The research group has sought to identify what special characteristics make the invasive M1T1 clone so virulent for humans. Recently, they observed that during the early stages of a simple skin infection, a small subpopulation of the strep bacteria hijacks a protein, called plasminogen, from the human bloodstream, attaches plasminogen to their own surfaces, then activate it into a protease capable of destroying cells and tissues. This sequence of events allows the bacteria to break out and spread through the body. It is now understood that a specific genetic mutation in the M1T1 strep clone controls the shift to this invasive form. This property of the M1T1 strep clone can be traced to an event that occurred about 30 years ago, when a virus known as a bacteriophage infected the strep bacteria and introduced a new gene that allowed the bacteria to resist clearance by the human immune system.

“Just like a computer virus might come in and reprogram your hard drive, this bacteriophage reprogrammed the genetic machinery of the M1T1 strep into a more virulent form,” explained lead author Mark Walker, PhD, a professor of Biological Sciences at the University of Wollongong. “The consequences of this event on human health are still being felt three decades later.”

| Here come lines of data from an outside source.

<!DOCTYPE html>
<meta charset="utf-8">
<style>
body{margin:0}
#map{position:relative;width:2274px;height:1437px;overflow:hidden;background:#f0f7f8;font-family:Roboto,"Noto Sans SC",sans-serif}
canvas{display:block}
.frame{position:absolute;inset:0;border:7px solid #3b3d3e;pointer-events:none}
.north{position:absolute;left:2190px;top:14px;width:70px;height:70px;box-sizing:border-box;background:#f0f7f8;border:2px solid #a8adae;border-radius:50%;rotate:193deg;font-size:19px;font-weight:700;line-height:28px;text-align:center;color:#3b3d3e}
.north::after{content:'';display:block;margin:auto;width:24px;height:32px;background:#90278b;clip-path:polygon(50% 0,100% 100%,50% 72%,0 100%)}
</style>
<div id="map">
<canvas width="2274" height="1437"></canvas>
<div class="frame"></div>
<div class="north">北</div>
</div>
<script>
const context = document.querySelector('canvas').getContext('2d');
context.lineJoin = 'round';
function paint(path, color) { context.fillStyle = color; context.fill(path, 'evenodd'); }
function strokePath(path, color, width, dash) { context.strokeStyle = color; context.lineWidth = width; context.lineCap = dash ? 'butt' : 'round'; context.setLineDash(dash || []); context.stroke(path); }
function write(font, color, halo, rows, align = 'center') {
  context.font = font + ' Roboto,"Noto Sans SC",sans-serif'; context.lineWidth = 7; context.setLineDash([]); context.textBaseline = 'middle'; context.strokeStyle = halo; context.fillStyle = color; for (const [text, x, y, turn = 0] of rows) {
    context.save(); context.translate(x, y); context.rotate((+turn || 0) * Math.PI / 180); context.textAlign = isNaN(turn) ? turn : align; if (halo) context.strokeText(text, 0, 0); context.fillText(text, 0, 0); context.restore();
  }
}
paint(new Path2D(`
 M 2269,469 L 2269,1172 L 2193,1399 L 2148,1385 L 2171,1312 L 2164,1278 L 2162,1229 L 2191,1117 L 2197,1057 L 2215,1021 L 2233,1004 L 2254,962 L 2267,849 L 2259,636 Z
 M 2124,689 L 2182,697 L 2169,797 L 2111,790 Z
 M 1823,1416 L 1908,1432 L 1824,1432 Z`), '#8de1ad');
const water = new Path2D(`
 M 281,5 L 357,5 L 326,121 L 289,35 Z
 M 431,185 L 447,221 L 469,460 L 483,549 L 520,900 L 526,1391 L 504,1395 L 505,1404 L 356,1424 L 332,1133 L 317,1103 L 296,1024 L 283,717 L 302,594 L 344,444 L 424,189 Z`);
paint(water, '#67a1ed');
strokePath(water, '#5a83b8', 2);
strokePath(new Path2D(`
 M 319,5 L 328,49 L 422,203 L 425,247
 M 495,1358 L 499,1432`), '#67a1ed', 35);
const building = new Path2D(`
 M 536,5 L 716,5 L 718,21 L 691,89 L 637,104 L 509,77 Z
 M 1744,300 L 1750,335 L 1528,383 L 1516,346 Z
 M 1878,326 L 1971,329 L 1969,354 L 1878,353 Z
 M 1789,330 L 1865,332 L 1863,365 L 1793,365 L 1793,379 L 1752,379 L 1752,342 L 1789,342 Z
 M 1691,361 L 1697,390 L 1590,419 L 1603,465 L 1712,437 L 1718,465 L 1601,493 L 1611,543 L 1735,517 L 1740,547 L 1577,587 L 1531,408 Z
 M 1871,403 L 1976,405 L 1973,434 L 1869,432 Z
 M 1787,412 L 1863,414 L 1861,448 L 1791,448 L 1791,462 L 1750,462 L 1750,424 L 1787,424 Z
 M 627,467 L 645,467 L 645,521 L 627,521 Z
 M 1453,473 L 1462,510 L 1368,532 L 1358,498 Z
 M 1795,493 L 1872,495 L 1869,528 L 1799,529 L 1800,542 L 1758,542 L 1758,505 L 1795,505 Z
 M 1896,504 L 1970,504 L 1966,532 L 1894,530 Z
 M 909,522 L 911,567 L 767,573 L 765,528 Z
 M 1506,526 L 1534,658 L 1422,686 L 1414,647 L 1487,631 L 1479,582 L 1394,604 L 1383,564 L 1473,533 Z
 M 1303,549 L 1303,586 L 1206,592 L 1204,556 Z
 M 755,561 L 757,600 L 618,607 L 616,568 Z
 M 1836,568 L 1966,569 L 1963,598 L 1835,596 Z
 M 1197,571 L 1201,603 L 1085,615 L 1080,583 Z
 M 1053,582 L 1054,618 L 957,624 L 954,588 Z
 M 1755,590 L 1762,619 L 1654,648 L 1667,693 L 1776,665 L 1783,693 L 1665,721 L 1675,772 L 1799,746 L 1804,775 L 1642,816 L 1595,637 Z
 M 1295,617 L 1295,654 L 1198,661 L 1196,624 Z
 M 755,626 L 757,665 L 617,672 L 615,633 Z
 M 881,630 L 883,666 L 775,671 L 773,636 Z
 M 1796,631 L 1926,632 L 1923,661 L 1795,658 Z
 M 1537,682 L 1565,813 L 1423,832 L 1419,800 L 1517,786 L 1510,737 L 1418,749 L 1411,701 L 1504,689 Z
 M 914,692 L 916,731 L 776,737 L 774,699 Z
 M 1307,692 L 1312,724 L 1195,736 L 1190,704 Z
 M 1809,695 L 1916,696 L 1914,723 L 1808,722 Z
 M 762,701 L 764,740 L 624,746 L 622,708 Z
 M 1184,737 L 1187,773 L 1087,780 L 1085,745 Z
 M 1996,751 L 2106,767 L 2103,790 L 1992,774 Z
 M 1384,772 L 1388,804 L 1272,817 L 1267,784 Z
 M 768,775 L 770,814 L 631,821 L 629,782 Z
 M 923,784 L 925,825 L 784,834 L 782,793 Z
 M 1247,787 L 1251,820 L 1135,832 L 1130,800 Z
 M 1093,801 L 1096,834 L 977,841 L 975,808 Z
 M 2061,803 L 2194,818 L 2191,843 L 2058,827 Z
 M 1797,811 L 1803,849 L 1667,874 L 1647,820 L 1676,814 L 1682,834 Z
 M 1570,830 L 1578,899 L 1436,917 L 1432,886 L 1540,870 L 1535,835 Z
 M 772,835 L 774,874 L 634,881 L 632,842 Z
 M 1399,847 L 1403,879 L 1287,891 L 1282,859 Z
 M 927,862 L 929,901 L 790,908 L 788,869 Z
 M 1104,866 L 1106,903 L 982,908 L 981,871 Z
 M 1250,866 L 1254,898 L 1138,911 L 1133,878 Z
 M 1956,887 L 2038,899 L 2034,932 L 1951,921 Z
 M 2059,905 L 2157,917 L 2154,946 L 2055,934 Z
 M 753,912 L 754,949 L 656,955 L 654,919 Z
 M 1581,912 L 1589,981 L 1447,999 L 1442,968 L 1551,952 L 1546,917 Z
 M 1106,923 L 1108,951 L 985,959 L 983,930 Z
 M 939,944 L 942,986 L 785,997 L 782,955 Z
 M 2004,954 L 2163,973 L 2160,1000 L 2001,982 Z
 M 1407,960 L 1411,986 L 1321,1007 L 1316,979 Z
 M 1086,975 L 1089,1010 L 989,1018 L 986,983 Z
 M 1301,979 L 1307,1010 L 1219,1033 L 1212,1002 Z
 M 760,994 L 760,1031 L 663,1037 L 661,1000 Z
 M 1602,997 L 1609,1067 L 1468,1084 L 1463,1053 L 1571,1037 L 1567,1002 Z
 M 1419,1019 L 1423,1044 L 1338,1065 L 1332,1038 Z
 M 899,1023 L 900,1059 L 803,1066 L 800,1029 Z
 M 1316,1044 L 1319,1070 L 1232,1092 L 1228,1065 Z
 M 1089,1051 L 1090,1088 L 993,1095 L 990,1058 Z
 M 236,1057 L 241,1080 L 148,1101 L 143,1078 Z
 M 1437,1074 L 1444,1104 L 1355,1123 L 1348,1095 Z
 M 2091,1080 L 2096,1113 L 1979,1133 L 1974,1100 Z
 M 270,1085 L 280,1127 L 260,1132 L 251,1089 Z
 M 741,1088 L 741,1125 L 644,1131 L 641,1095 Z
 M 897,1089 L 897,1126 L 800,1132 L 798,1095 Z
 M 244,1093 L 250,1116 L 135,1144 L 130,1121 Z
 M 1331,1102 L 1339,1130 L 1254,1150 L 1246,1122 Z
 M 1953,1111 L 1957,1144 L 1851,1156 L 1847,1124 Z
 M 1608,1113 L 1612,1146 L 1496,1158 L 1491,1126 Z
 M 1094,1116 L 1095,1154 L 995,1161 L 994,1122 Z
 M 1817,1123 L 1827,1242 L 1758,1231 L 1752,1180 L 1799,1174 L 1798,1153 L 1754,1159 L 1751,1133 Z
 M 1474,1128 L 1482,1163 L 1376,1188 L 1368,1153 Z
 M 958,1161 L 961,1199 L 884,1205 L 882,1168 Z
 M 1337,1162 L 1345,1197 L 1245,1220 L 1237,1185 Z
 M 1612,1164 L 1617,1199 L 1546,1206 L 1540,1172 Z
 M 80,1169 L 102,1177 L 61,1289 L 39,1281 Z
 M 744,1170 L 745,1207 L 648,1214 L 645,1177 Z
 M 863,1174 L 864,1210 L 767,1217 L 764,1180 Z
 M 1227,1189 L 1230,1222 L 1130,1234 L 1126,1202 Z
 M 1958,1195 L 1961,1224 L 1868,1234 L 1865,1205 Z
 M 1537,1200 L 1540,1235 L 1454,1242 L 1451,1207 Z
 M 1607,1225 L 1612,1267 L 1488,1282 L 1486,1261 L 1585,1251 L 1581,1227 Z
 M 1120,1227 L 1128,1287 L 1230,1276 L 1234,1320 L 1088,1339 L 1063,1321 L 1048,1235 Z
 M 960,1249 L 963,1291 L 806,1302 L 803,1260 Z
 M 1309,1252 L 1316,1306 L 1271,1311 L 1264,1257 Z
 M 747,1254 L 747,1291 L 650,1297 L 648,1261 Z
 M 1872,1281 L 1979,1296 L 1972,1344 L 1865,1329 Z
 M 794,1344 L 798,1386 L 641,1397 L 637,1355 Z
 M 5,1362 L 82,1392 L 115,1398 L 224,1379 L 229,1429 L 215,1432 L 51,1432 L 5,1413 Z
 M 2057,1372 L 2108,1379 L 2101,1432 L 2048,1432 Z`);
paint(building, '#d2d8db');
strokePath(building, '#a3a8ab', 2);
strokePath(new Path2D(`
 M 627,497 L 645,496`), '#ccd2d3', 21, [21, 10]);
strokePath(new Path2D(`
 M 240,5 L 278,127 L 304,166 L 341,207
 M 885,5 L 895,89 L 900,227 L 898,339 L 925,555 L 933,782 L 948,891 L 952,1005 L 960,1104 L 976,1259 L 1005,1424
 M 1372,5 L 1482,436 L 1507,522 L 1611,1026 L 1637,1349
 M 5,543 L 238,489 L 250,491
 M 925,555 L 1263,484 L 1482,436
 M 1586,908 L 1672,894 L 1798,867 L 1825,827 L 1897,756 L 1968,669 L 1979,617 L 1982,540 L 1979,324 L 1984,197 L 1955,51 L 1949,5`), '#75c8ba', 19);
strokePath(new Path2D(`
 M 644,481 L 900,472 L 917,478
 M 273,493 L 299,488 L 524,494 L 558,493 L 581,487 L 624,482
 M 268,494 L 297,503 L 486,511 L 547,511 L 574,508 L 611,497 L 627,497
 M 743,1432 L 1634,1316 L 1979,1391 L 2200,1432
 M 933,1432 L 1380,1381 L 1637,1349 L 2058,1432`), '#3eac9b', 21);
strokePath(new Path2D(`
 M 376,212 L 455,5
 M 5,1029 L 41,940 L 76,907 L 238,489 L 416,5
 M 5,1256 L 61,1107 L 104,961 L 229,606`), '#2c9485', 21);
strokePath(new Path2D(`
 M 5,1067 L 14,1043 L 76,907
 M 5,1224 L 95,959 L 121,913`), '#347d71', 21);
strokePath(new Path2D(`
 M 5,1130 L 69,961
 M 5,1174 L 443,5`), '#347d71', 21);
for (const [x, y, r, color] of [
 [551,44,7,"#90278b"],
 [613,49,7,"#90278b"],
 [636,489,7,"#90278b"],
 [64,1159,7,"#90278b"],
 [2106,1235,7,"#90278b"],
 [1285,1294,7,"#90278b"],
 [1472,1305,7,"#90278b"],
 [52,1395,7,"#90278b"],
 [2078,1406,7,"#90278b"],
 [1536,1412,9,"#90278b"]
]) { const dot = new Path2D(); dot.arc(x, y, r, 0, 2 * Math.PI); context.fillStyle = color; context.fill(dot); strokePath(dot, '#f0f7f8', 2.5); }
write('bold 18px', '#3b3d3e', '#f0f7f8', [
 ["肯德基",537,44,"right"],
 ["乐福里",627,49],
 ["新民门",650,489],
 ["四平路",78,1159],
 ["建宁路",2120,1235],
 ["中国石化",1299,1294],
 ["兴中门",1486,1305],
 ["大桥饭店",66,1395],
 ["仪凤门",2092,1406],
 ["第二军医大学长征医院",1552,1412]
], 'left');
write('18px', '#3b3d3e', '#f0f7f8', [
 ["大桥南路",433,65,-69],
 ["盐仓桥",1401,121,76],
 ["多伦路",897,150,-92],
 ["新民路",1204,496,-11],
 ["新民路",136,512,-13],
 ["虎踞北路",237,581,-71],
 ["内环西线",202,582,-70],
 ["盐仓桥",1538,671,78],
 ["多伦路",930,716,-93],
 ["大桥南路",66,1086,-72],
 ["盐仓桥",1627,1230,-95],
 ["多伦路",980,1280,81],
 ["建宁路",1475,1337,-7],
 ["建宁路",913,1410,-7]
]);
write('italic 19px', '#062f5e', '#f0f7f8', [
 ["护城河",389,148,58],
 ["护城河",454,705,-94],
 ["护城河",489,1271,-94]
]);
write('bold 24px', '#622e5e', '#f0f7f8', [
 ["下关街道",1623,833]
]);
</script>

In key experiments, the research team used genetically engineered mice expressing human plasminogen and infected them with M1T1 strep clone. They discovered that the bacteria routinely mutated, under pressure from the host environment, to the highly invasive form. When the researchers deleted a single bacteriophage gene, the M1T1 strep strain behaved much like its ancestral strain, losing the ability to undergo the dangerous mutation. As a result, it could no longer spread to produce severe infection.

“This is a perfect example of how dangerous forms of microbes can suddenly emerge to cause much more serious diseases than they normally do,” said Malak Kotb, PhD, A. C. Mullins Professor in Research (UTHSC). “In this case the bacteria were infected with a virus, which introduced an important enzyme that made the bacteria much more invasive and more deadly in humans. By understanding how these events occur, we can be better prepared for emerging and remerging infectious diseases, including those that can cause major pandemics.” Dr. Kotb is also a senior research career scientist at the Memphis Veterans Affairs Medical Center and director of the Mid-South Center for Biodefense and Security.

This collaborative study was initiated during Dr. Walker”s Australian-American Fulbright Commission Senior Scholar Award sabbatical in Dr. Kotb”s (UTHSC) and Dr. Nizet”s (UCSD) laboratories, and was financed by grants from the National Institutes of the National Health and Medical Research Council of Australia, and the Department of Employment Science and Technology (Australia) International Science Linkages Program.